Люди, с которыми полковник Любимов разговаривал, не скрывали своего мнения, но эти их мнения полюсно разнились. Одни считали, что немцы обязательно будут штурмовать Москву, что город сейчас находится под прямой угрозой захвата и оккупации, другие же полагали, что немцы постараются окружить Москву, как с Киевом, отделив линией фронта ее от остальных регионов Советского Союза. Но чем ближе вермахт подступал к городу, тем меньше становилось защитников такой идеи, которая опровергалась на практике и самой жизнью. Немцы любой ценой стремились захватить столицу Советского Союза.
Одна идея подменялась другой, по которой также начали высказываться многочисленные точки зрения о том, но теперь уже о том, нужно или не нужно защищать столицу первого пролетарского государства?! Одни полагали, что Москву надо обязательно защищать до последней капли крови, другие же скользко говорили о том, что в свое время Кутузов сдал Москву французам, но Россия тогда не пала, не склонила головы перед оккупантами!

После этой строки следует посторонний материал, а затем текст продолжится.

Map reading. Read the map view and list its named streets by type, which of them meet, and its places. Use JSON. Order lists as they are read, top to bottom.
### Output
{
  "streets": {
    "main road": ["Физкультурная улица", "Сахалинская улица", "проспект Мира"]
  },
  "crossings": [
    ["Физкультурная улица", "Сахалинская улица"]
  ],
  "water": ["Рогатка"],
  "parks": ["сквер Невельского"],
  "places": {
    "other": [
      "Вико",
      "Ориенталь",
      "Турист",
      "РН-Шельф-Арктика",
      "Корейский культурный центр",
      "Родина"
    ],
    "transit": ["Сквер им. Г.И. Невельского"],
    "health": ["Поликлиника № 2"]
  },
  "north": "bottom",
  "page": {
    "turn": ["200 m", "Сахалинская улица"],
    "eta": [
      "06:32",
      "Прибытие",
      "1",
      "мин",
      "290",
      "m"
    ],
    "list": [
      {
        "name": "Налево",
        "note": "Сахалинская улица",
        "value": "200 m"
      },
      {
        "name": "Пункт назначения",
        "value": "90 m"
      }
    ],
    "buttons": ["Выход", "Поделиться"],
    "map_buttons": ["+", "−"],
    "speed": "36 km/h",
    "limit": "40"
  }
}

В таких разговорах Артур Любимов обращал внимание на одну любопытную деталь, которая иногда остро колола ему глаза. Говоря о сдаче или об обороне Москвы, все его собеседники почему-то внутренне оставались уверенными в том, что дела на линии фронта никогда такими плохими не станут и вопрос об обороне Москвы ни когда не станет повесткой дня! Другими словами, его собеседники попросту поигрывали общими словами, не более того, они не вкладывали в них какого-либо глубоко смысла! В иные моменты Артур Любимов тоже относил себя к категории таких людей, он и сам был глубоко уверен в том, что божественный гений Иосифа Виссарионовича может решить любимые проблемы, встающие перед государством, которое он возглавляет!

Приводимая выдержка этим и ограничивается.